PROBLEM TO WORK ON: Would you reproduce each line below exactly, leaving every picture out?

Saved entries:
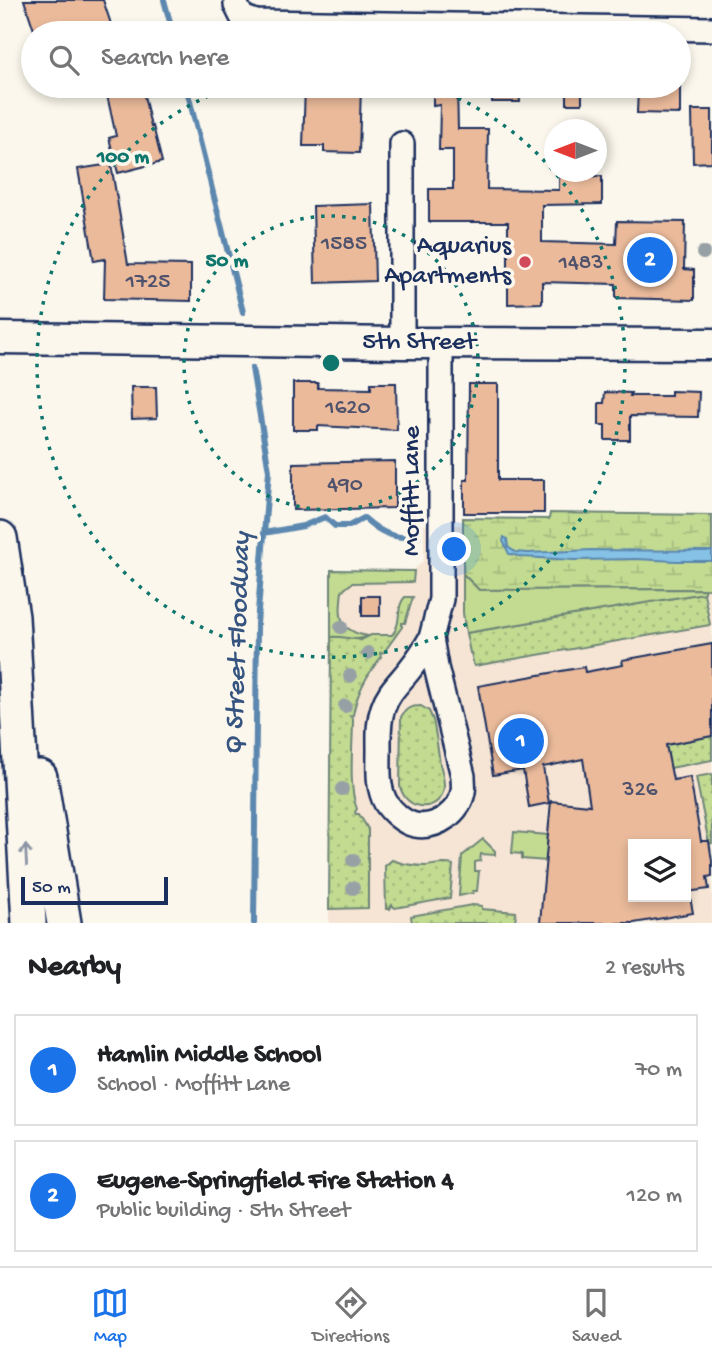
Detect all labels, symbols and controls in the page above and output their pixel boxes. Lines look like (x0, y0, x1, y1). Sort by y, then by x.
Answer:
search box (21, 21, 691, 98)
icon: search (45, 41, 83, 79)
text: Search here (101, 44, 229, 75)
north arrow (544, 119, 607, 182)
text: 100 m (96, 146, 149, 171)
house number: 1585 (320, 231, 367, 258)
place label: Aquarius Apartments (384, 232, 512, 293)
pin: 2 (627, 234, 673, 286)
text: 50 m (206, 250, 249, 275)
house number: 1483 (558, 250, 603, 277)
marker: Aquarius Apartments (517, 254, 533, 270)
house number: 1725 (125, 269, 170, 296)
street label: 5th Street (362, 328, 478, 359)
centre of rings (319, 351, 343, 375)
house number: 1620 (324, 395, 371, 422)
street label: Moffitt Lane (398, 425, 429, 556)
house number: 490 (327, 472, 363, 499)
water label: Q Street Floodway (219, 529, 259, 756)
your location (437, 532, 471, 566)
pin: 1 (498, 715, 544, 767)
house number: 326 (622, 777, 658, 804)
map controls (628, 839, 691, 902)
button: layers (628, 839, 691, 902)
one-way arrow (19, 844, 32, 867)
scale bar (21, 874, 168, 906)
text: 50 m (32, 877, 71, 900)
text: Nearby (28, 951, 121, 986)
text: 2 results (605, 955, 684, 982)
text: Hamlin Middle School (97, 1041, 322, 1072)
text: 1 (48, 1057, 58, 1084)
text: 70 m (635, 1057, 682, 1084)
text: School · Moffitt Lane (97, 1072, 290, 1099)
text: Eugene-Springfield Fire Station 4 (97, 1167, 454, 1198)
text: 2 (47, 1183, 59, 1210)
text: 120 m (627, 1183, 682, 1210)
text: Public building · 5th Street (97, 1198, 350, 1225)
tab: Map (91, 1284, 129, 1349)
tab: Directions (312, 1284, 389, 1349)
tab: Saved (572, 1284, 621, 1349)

ANSWER BOX:
Detect all labels, symbols and controls in the page above and output their pixel boxes. Lines look like (x0, y0, x1, y1). Sort by y, then by x.
Answer:
search box (21, 21, 691, 98)
icon: search (45, 41, 83, 79)
text: Search here (101, 44, 229, 75)
north arrow (544, 119, 607, 182)
text: 100 m (96, 146, 149, 171)
house number: 1585 (320, 231, 367, 258)
place label: Aquarius Apartments (384, 232, 512, 293)
pin: 2 (627, 234, 673, 286)
text: 50 m (206, 250, 249, 275)
house number: 1483 (558, 250, 603, 277)
marker: Aquarius Apartments (517, 254, 533, 270)
house number: 1725 (125, 269, 170, 296)
street label: 5th Street (362, 328, 478, 359)
centre of rings (319, 351, 343, 375)
house number: 1620 (324, 395, 371, 422)
street label: Moffitt Lane (398, 425, 429, 556)
house number: 490 (327, 472, 363, 499)
water label: Q Street Floodway (219, 529, 259, 756)
your location (437, 532, 471, 566)
pin: 1 (498, 715, 544, 767)
house number: 326 (622, 777, 658, 804)
map controls (628, 839, 691, 902)
button: layers (628, 839, 691, 902)
one-way arrow (19, 844, 32, 867)
scale bar (21, 874, 168, 906)
text: 50 m (32, 877, 71, 900)
text: Nearby (28, 951, 121, 986)
text: 2 results (605, 955, 684, 982)
text: Hamlin Middle School (97, 1041, 322, 1072)
text: 1 (48, 1057, 58, 1084)
text: 70 m (635, 1057, 682, 1084)
text: School · Moffitt Lane (97, 1072, 290, 1099)
text: Eugene-Springfield Fire Station 4 (97, 1167, 454, 1198)
text: 2 (47, 1183, 59, 1210)
text: 120 m (627, 1183, 682, 1210)
text: Public building · 5th Street (97, 1198, 350, 1225)
tab: Map (91, 1284, 129, 1349)
tab: Directions (312, 1284, 389, 1349)
tab: Saved (572, 1284, 621, 1349)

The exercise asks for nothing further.